Exercise
Write out each line from the data below that includes the word "lineJoin".

Stored records
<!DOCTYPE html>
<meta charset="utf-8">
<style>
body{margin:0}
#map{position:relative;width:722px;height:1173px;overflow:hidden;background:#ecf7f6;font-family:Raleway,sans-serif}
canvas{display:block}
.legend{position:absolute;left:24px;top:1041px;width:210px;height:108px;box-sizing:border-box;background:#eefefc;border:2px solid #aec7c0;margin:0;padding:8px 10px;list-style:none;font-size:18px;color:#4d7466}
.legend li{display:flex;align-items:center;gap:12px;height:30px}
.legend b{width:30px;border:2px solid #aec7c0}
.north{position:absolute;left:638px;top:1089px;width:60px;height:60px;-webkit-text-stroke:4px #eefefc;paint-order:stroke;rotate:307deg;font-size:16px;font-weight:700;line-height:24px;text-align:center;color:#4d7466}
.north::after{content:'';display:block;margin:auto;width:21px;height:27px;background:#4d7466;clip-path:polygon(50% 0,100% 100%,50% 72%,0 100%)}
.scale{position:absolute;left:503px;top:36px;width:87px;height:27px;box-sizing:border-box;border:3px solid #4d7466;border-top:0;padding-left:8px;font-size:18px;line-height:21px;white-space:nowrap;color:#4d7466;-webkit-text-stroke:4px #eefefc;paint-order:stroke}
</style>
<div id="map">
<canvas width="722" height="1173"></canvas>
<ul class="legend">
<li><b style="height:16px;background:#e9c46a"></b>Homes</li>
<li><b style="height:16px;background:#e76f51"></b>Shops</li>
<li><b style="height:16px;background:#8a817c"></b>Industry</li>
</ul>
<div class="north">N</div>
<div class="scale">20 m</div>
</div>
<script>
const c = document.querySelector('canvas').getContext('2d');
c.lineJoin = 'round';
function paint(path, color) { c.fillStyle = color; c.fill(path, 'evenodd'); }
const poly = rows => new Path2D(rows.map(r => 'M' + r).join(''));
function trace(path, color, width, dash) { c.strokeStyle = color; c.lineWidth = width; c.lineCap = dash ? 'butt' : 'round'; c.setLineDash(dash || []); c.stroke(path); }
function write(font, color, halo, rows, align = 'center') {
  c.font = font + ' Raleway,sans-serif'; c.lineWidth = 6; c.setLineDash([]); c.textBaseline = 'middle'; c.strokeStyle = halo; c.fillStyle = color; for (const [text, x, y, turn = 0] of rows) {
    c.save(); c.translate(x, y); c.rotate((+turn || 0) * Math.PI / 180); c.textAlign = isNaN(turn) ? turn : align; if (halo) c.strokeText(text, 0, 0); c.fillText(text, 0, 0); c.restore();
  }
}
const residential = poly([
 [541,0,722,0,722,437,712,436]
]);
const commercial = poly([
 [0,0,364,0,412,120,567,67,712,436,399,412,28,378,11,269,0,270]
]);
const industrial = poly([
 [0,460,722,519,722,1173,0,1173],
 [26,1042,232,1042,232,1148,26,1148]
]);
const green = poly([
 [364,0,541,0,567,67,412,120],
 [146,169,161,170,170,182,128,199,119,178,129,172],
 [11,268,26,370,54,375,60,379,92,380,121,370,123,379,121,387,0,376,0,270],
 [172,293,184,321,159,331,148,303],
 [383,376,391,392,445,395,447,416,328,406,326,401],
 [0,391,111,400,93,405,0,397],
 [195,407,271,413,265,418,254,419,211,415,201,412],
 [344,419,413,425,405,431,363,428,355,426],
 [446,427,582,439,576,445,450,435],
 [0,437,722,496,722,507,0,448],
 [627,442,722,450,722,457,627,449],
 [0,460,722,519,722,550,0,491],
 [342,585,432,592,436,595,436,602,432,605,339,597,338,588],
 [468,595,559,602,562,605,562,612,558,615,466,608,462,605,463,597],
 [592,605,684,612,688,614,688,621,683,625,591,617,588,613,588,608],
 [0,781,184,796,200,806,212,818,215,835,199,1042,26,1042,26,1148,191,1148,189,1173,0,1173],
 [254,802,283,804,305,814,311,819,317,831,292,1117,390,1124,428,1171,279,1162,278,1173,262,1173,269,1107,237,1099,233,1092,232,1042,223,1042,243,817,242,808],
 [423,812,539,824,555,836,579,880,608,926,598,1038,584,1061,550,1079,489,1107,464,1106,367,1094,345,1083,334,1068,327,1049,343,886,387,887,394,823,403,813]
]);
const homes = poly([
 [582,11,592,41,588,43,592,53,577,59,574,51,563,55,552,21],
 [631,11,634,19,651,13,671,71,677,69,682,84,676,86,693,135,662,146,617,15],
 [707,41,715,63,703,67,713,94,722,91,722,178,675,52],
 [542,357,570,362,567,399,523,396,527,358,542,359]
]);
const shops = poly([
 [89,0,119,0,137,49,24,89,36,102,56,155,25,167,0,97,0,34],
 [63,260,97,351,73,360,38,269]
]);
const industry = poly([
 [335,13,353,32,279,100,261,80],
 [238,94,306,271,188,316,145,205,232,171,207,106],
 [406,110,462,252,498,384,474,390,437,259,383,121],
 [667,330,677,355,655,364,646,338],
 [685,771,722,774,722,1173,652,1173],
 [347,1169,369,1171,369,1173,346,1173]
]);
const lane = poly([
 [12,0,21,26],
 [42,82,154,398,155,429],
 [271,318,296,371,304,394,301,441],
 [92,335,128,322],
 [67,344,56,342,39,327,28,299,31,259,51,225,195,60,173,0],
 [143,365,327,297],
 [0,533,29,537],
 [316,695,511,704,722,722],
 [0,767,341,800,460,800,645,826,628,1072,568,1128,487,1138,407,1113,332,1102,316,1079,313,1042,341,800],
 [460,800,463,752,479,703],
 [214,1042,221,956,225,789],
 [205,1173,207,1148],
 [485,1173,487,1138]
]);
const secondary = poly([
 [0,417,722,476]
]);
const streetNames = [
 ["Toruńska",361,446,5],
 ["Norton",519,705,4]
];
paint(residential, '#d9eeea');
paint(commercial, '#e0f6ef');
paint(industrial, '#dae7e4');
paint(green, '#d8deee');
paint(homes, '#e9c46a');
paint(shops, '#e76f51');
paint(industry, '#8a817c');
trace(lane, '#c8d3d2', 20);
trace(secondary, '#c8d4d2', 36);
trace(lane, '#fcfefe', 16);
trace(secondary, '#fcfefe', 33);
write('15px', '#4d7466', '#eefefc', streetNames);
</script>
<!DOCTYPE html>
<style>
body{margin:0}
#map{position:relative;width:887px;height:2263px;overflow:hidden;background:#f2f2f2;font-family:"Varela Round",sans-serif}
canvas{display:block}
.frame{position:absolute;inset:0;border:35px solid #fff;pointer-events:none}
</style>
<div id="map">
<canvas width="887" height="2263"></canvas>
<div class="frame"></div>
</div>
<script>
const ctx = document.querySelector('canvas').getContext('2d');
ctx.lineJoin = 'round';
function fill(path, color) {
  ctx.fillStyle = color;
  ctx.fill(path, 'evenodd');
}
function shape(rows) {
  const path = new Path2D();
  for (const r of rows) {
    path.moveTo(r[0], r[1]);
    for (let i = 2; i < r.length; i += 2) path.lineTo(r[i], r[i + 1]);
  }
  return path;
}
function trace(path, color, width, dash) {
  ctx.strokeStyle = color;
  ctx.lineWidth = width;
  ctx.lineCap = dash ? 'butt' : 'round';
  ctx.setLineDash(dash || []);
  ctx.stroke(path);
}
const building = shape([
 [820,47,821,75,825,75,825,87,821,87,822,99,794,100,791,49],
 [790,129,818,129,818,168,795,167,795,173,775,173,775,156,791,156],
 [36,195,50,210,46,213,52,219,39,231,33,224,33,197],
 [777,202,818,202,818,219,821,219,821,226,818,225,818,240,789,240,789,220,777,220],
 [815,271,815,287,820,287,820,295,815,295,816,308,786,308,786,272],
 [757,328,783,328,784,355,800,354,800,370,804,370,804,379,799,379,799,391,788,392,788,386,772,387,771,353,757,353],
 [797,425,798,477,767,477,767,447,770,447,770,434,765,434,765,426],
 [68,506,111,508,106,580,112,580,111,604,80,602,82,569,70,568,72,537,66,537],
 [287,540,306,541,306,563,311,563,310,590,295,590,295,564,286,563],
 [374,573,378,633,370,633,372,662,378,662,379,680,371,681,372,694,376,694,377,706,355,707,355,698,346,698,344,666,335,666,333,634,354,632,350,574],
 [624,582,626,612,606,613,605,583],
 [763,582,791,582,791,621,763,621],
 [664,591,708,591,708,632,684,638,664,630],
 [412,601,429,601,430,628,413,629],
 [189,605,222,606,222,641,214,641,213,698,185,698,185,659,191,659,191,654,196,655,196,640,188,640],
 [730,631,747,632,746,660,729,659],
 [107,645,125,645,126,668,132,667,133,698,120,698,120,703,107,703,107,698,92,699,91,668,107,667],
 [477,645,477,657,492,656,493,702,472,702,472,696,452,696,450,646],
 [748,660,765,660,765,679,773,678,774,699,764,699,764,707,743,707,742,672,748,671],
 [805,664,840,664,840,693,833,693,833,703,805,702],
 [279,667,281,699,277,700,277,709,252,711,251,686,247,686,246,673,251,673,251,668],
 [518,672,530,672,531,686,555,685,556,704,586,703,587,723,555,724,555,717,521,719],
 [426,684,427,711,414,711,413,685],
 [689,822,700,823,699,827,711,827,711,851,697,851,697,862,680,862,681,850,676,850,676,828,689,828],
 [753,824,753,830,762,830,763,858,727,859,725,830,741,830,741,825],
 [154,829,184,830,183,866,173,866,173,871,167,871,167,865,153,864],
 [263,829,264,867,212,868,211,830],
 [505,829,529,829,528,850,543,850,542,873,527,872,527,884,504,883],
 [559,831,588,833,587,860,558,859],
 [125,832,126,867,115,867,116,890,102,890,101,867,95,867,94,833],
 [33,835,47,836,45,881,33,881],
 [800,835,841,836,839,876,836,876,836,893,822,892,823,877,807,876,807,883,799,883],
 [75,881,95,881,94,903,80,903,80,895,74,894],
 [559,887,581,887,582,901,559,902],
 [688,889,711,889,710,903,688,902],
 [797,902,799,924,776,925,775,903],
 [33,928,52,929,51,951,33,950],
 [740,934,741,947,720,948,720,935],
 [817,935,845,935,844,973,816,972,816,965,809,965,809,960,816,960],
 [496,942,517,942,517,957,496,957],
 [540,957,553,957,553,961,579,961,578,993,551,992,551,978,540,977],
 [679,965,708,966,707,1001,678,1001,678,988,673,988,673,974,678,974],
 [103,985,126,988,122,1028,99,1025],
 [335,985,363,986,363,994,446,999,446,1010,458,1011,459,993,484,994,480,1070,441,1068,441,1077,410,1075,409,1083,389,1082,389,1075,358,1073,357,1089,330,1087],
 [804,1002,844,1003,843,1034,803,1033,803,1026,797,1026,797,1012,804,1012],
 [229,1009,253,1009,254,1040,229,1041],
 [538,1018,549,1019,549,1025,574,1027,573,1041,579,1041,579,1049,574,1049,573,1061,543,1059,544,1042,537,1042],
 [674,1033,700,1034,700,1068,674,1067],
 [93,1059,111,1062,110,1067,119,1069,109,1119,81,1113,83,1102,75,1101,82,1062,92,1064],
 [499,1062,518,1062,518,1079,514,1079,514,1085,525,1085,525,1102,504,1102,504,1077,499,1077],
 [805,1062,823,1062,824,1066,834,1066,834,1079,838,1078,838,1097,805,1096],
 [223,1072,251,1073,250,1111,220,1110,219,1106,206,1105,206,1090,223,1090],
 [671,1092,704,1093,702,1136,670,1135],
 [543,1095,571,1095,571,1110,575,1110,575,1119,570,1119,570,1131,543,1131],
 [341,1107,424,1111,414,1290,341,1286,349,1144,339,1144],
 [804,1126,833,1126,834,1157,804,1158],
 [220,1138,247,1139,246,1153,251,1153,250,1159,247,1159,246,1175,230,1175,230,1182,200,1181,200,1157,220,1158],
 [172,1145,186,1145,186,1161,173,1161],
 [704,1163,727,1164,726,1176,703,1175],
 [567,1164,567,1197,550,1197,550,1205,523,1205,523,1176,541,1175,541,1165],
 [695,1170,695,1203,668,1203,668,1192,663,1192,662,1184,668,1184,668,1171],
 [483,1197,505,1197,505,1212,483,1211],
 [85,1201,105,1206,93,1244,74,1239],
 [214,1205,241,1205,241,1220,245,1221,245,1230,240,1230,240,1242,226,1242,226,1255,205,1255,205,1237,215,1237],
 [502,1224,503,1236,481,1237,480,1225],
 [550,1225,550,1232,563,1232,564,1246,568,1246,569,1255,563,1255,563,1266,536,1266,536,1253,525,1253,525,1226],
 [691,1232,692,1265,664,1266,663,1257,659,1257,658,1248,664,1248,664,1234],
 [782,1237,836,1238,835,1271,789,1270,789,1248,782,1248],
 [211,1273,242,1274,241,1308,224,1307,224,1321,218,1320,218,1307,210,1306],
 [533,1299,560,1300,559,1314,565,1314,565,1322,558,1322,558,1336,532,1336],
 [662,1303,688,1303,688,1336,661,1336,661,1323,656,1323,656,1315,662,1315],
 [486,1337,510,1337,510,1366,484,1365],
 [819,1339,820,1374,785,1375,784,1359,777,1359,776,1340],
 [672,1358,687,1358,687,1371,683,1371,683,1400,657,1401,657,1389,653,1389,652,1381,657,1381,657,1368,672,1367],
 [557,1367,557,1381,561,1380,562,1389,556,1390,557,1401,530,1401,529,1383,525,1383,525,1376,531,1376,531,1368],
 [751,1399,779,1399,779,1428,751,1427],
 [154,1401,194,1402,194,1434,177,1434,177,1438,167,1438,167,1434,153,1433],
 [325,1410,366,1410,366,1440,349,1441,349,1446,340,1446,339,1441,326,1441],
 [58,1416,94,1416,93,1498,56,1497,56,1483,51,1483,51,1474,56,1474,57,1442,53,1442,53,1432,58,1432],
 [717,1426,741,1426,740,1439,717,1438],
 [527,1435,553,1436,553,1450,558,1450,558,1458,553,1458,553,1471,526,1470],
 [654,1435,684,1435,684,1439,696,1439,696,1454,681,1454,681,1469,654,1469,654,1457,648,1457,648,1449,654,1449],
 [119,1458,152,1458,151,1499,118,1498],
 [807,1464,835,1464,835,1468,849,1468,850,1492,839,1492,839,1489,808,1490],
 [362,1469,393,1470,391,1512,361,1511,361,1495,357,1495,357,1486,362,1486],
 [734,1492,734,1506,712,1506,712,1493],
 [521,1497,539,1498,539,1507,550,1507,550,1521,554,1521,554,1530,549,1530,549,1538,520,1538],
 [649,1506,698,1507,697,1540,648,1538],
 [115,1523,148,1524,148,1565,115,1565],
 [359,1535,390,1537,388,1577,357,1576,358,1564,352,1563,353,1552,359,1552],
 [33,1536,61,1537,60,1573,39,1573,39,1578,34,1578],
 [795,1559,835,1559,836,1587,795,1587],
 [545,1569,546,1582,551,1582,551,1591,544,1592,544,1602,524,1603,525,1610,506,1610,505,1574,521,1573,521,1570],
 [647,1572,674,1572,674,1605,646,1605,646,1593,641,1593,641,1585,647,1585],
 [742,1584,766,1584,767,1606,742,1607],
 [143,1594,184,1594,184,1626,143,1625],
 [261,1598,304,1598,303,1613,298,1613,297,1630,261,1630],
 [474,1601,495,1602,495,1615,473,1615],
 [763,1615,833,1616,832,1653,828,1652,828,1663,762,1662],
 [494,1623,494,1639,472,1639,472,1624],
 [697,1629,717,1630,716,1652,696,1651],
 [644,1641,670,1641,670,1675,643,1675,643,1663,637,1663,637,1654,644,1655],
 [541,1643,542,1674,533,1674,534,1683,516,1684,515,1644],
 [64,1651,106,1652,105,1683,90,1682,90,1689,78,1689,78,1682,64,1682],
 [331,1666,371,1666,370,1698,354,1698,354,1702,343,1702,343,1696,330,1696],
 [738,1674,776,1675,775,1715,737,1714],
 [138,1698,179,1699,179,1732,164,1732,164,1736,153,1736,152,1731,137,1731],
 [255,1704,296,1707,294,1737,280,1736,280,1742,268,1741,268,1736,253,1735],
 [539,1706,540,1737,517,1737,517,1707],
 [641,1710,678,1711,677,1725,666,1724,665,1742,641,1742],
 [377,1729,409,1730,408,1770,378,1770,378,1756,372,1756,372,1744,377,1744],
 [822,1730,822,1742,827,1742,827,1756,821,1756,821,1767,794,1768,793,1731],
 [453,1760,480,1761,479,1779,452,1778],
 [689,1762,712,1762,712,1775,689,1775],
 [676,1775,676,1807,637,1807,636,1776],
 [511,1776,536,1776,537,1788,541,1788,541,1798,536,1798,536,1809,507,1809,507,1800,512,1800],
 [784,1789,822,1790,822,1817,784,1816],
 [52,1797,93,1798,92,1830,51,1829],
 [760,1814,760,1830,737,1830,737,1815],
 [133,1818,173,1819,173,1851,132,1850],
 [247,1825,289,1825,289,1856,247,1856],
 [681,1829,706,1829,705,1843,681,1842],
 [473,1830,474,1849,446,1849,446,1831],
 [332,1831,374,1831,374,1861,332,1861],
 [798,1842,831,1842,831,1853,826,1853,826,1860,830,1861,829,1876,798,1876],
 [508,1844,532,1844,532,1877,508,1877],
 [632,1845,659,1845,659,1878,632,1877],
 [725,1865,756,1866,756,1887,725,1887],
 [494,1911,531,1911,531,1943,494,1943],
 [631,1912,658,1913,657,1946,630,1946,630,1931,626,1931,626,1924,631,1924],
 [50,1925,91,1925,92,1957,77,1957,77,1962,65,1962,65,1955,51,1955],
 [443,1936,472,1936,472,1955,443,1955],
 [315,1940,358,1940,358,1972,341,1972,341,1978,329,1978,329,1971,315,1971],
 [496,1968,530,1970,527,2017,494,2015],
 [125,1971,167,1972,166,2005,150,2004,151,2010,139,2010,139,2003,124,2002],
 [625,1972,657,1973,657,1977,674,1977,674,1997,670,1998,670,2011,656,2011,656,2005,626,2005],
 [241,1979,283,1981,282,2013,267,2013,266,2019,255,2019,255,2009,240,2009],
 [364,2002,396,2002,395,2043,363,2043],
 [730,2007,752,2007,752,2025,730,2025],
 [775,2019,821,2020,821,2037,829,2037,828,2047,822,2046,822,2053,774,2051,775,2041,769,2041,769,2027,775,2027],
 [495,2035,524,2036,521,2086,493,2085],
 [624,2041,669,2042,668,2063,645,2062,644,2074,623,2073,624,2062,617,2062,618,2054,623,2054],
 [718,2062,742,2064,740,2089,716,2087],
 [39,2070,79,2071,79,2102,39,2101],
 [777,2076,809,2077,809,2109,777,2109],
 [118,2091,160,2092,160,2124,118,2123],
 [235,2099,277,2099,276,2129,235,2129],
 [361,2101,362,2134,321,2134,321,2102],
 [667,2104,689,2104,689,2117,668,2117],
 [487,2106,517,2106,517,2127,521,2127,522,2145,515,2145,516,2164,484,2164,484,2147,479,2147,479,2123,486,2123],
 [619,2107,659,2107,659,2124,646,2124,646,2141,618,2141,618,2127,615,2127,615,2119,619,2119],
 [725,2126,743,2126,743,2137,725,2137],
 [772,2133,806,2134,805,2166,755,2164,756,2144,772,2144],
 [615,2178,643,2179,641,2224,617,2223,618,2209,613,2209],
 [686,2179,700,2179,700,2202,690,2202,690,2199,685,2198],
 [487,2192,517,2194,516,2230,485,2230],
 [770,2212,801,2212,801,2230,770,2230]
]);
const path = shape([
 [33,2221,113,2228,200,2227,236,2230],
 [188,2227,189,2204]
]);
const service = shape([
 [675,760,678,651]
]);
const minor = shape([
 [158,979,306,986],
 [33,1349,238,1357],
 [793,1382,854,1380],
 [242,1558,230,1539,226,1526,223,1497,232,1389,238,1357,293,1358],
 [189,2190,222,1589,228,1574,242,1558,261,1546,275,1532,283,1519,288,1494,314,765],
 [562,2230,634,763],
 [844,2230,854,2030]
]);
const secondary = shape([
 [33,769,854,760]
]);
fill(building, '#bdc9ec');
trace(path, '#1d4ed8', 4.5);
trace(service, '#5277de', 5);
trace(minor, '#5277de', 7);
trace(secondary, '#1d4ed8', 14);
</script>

Answer to this exercise
c.lineJoin = 'round';
ctx.lineJoin = 'round';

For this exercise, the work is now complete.